Historische Computer-Schau: Von Nixdorf bis Robotron

Alte Rechner mögen kaum Gebrauchswert haben, Tauschwert haben sie allemal, wie auf dem Vintage Computing Festival zu sehen ist.

Eine dünne Staubschicht hat sich auf dem längst ausrangierten Laptop abgesetzt. So viele Jahre stand er unbeachtet auf dem Dachboden herum, endlich muss mal aufgeräumt werden, und auch der mausgraue Toshiba Satellite Pro 400CDT/810 soll nun dran glauben. Ob er überhaupt noch funktioniert? Ein Stromkabel findet sich noch, aber etwas schwergängig ist der Deckel mit dem Bildschirm schon, so war es eigentlich immer.

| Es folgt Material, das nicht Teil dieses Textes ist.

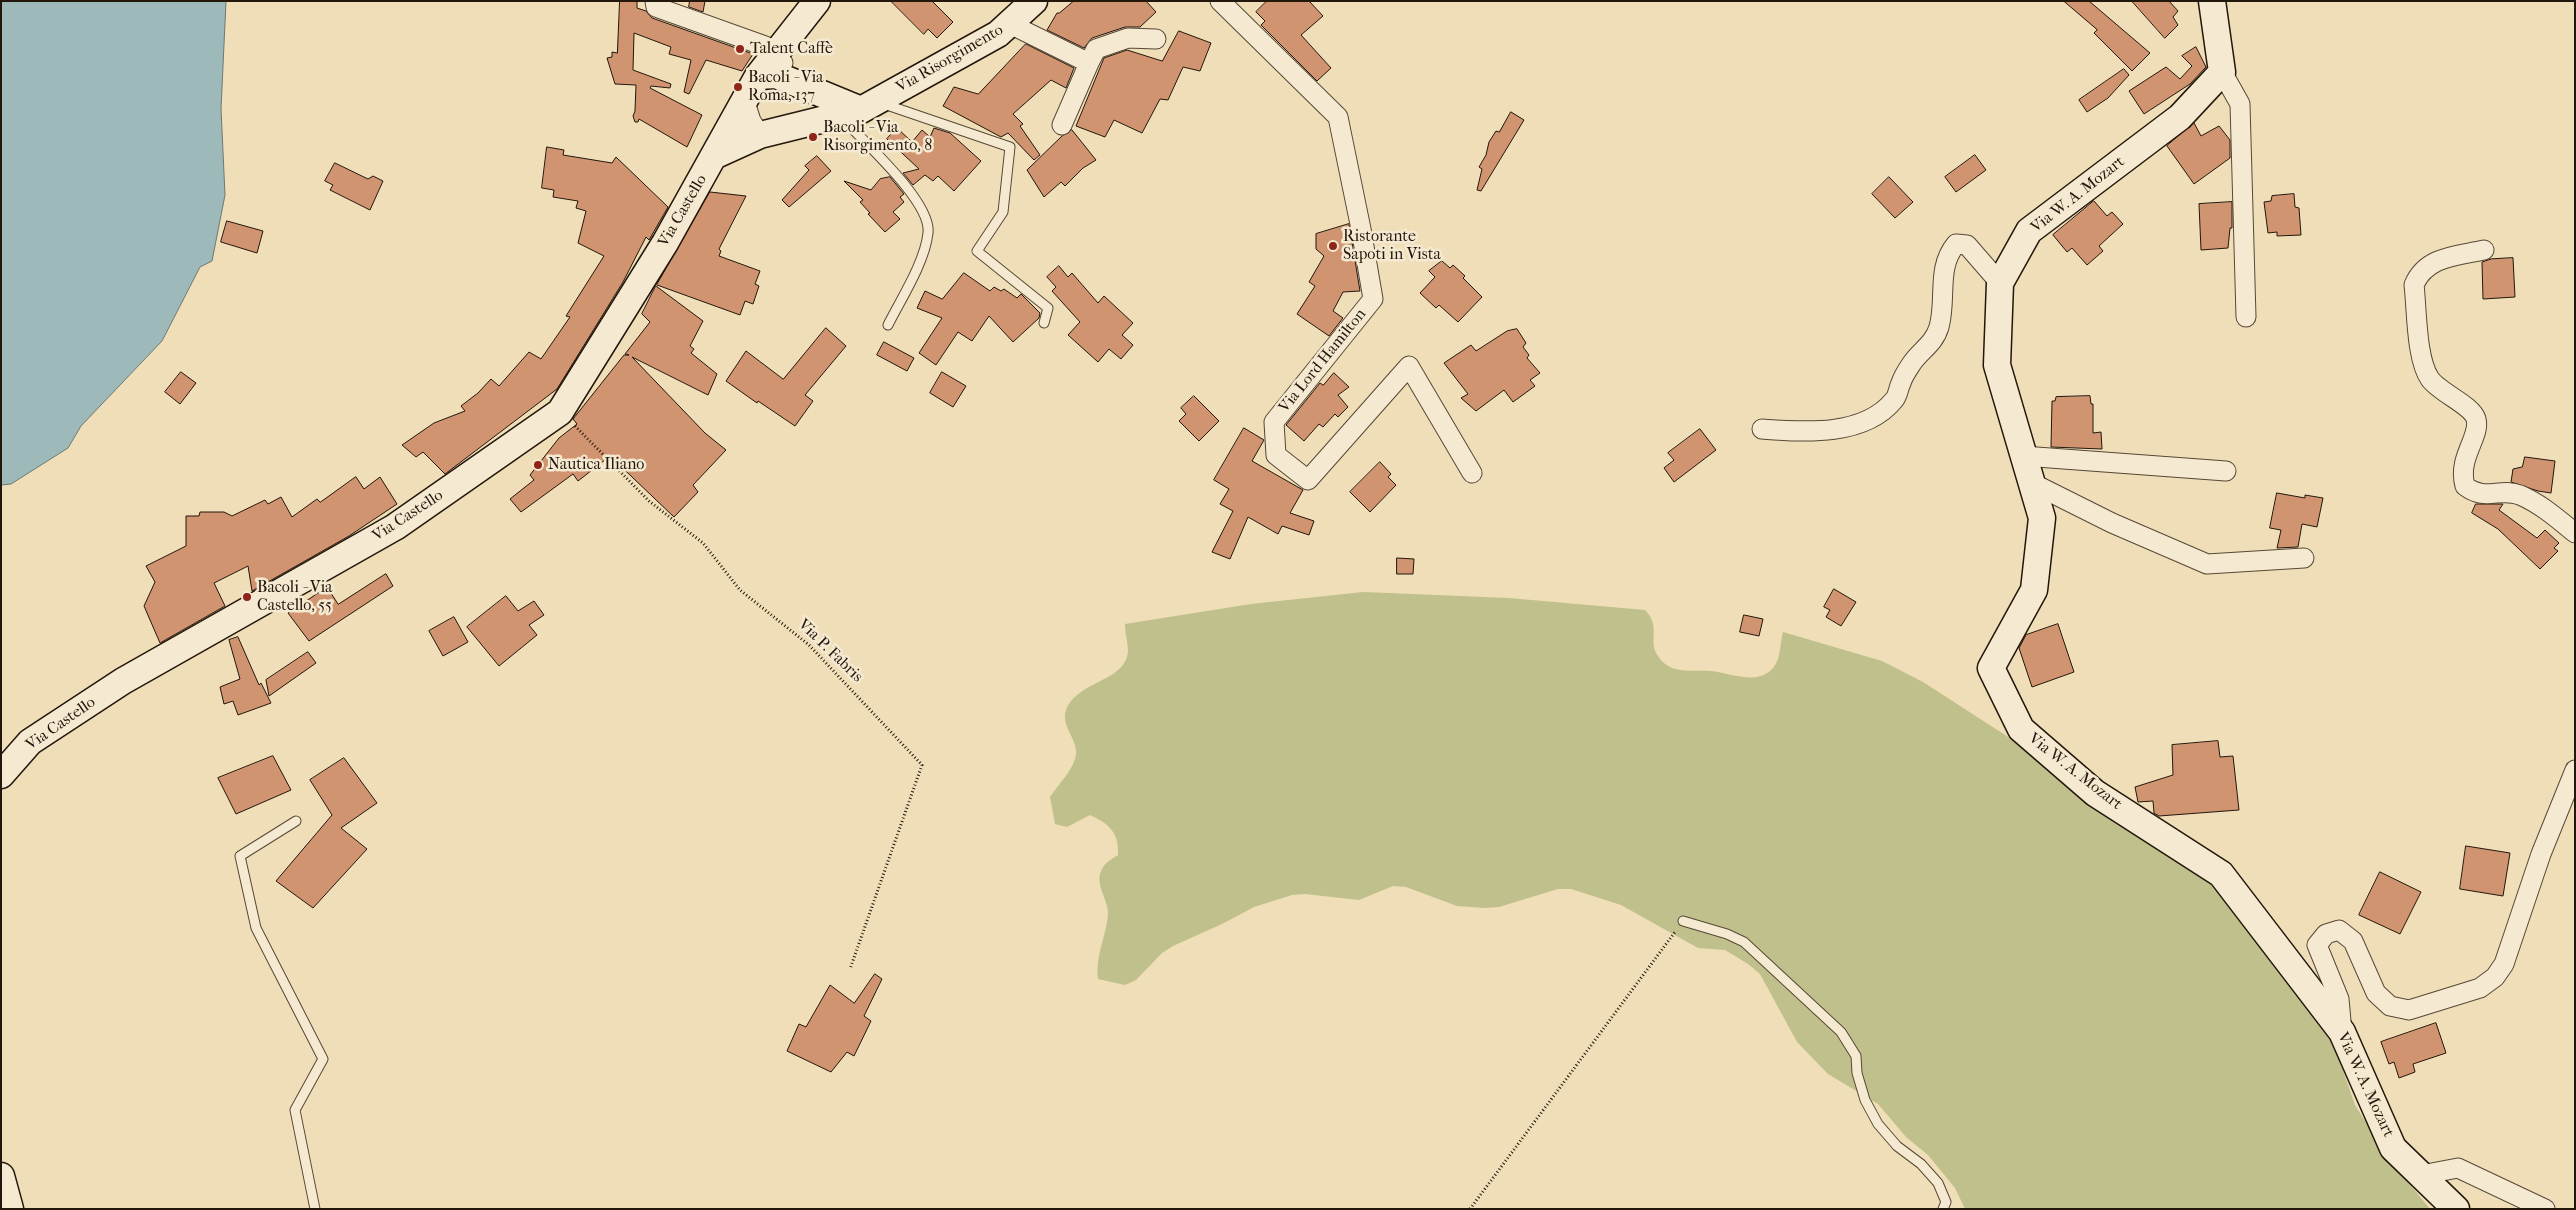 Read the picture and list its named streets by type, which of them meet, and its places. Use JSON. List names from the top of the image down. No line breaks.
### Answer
{"streets":{"street":["Via Risorgimento","Via W. A. Mozart","Via Castello","Via Lord Hamilton"],"path":["Via P. Fabris"]},"crossings":[["Via Risorgimento","Via Castello"],["Via Castello","Via P. Fabris"]],"places":["Talent Caffè","Bacoli - Via Roma, 137","Bacoli - Via Risorgimento, 8","Ristorante Sapoti in Vista","Nautica Iliano","Bacoli - Via Castello, 55"]}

Und auf Knopfdruck erstrahlt auf dem 10,4-Zoll-Bildschirm tatsächlich wieder die ganze Pracht von Windows 95. Ach, wie bescheiden, geradezu rührend! Statt einem Touchpad steht zum Bewegen des Cursors nur ein grüner Gumminippel mitten im sogar zweifarbigen Tastaturfeld zur Verfügung. Und neben dem CD-ROM-Fach hat er doch tatsächlich noch eines für Floppys, beide sogar austauschbar. Anschlussmöglichkeiten? Wenige, aber jeweils für Stecker mit vielen Kontaktstiften. Alter? So um die 20 Jahre, wahrscheinlich mehr. Speicherplatz? Nicht mehr bekannt, doch sicher sehr überschaubar, also weg damit!

Oder auch nicht. Denn ein prüfender Blick ins Internet, nur so für alle Fälle, ergibt durchaus noch ein gewisses Käuferinteresse an solch einer prähistorischen Datenverarbeitungsmaschine. Sie mag kaum noch Gebrauchswert besitzen, Tauschwert aber schon. Bis zu 150 Euro werden für solch einen alten Satellite Pro noch verlangt. Immerhin.

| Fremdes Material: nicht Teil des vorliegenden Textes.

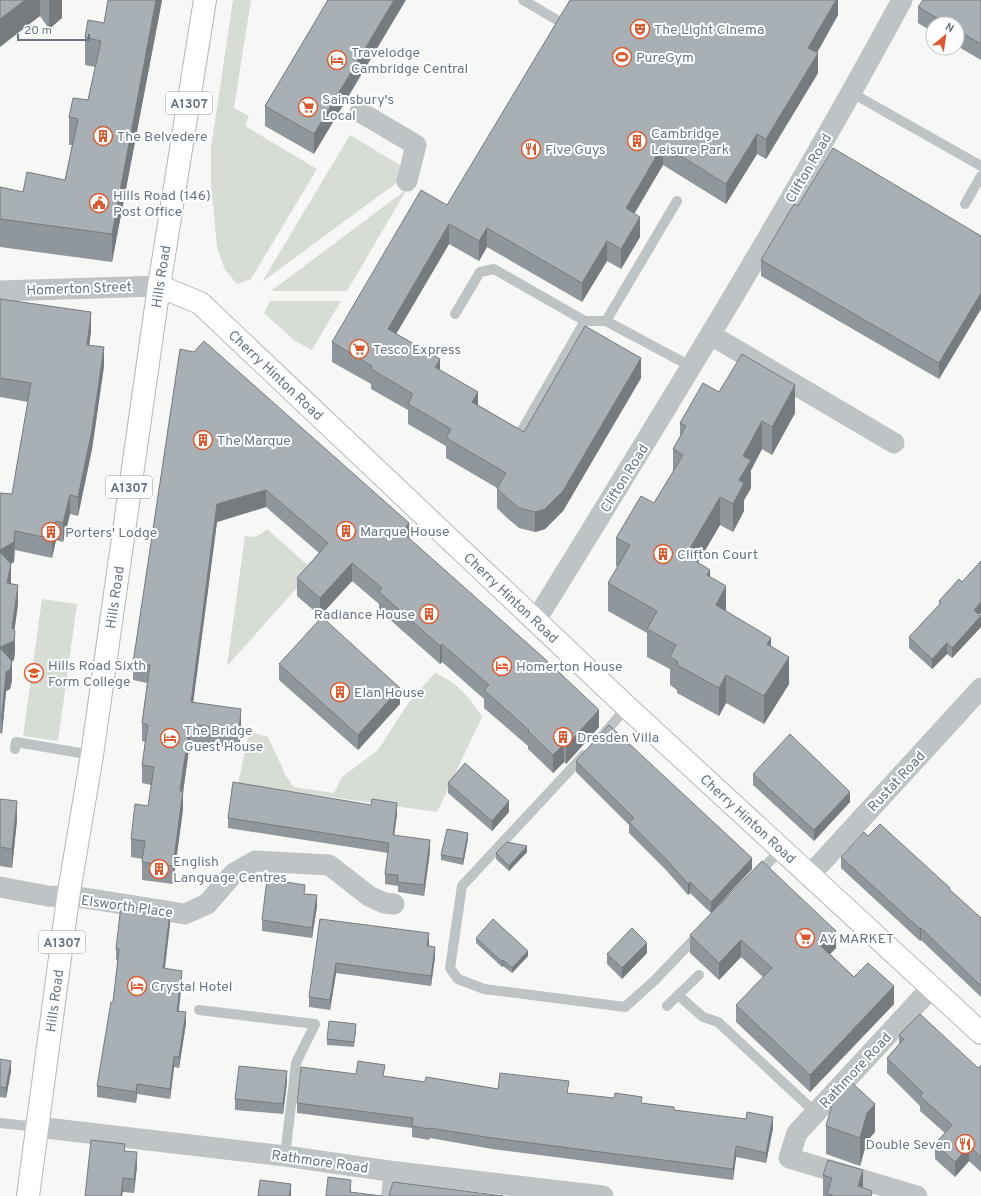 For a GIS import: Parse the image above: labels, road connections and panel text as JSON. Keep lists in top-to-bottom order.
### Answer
{
  "streets": {
    "main road": ["A1307", "Hills Road", "Cherry Hinton Road"],
    "street": [
      "Clifton Road",
      "Homerton Street",
      "Rustat Road",
      "Elsworth Place",
      "Rathmore Road"
    ]
  },
  "crossings": [
    ["Clifton Road", "Cherry Hinton Road"],
    ["Hills Road", "Homerton Street"],
    ["Hills Road", "Cherry Hinton Road"],
    ["Hills Road", "Elsworth Place"],
    ["Hills Road", "Rathmore Road"],
    ["Homerton Street", "Cherry Hinton Road"],
    ["Cherry Hinton Road", "Rustat Road"],
    ["Cherry Hinton Road", "Rathmore Road"]
  ],
  "places": {
    "theatre": ["The Light Cinema"],
    "sports": ["PureGym"],
    "hotel": [
      "Travelodge Cambridge Central",
      "Homerton House",
      "The Bridge Guest House",
      "Crystal Hotel"
    ],
    "supermarket": ["Sainsbury's Local", "Tesco Express", "AY MARKET"],
    "building": [
      "The Belvedere",
      "Cambridge Leisure Park",
      "The Marque",
      "Marque House",
      "Porters' Lodge",
      "Clifton Court",
      "Radiance House",
      "Elan House",
      "Dresden Villa",
      "English Language Centres"
    ],
    "restaurant": ["Five Guys", "Double Seven"],
    "public building": ["Hills Road (146) Post Office"],
    "school or university": ["Hills Road Sixth Form College"]
  },
  "scale_bar": "20 m",
  "north": "top right"
}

Von wegen Elektronikschrott. Alte Computer haben Sammlerwert. Und ein alter Commodore vermag auch jüngste Nutzer zu begeistern.
Von wegen Elektronikschrott. Alte Computer haben Sammlerwert. Und ein alter Commodore vermag auch jüngste Nutzer zu begeistern.

© Stefan Hoeltgen

Gut möglich also, dass der klobige, so lange missachtete Kasten als Ausstellungsstück beim Vintage Computing Festival Berlin noch auf ein gewisses Interesse gestoßen wäre. Seit 2014 findet es alljährlich im Herbst im Deutschen Technikmuseum am Landwehrkanal statt, aktuell wieder an diesem Wochenende. Es zieht vor allem als Aussteller wie als Besucher Menschen an, die sich diesmal nicht an nie genutzten Rechnermöglichkeiten und -kapazitäten ergötzen wollen, sondern am Sammlerwert historischer Computertechnik.

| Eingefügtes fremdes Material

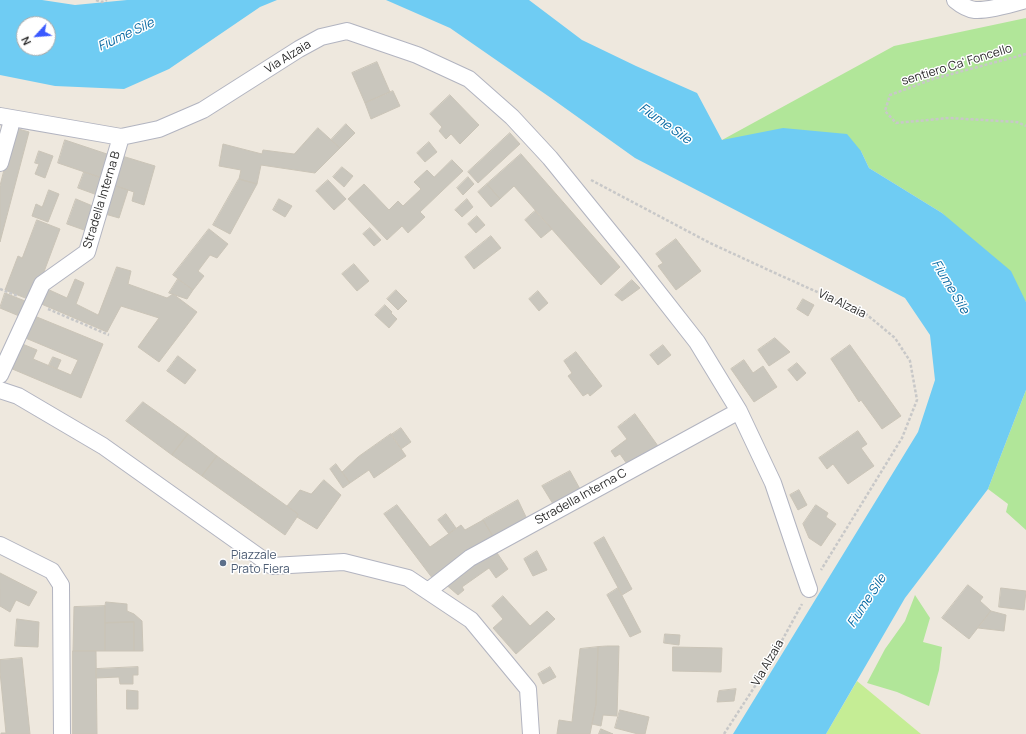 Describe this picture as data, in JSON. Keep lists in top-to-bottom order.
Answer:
{
  "streets": {
    "street": ["Via Alzaia", "Stradella Interna B", "Stradella Interna C"],
    "path": ["sentiero Ca' Foncello"]
  },
  "crossings": [
    ["Via Alzaia", "Stradella Interna B"],
    ["Via Alzaia", "Stradella Interna C"]
  ],
  "water": ["Fiume Sile"],
  "places": ["Piazzale Prato Fiera"],
  "north": "bottom left"
}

Ihnen bietet das Museum in der historischen Ladestraße in einigen Räumen für zwei Tage den Rahmen, den die Humboldt-Universität und der Verein „Abteilung-für-Redundanz-Abteilung“ (Afra), erklärtermaßen „ein offener Hackerspace in Berlin“, sowie über 50 Sammler und Retrocomputing-Enthusiasten aus Deutschland, Frankreich und Dänemark ausfüllen – mit Vorträgen, Fachsimpeleien und vor allem mit alten Computer-, Rechen- und Spielgeräten.

Eine Rechenmaschine von 1623 wird nachgebaut

Die älteste dieser Zauberkisten stammt sogar aus dem Jahr 1623, eine von Wilhelm Schickard entworfene Rechenmaschine – nun gut, nicht das Original, vielmehr eine Rekonstruktion aus Sperrholz, deren Entstehung am Stand verfolgt werden kann. Aber das Hauptaugenmerk liegt doch auf richtigen Computern und in einer Sonderausstellung denen aus Deutschland, verbunden mit Namen wie Leibniz, Zuse, Nixdorf und natürlich Robotron.

Der Hersteller aus der DDR – im Software-Sektor ist der Markenname noch immer präsent – wurde als VEB Kombinat Robotron vor 50 Jahren, am 1. April 1969, gegründet, das Jubiläum ist der Anlass für die Fokussierung des Festivals auf deutsche Computertraditionen.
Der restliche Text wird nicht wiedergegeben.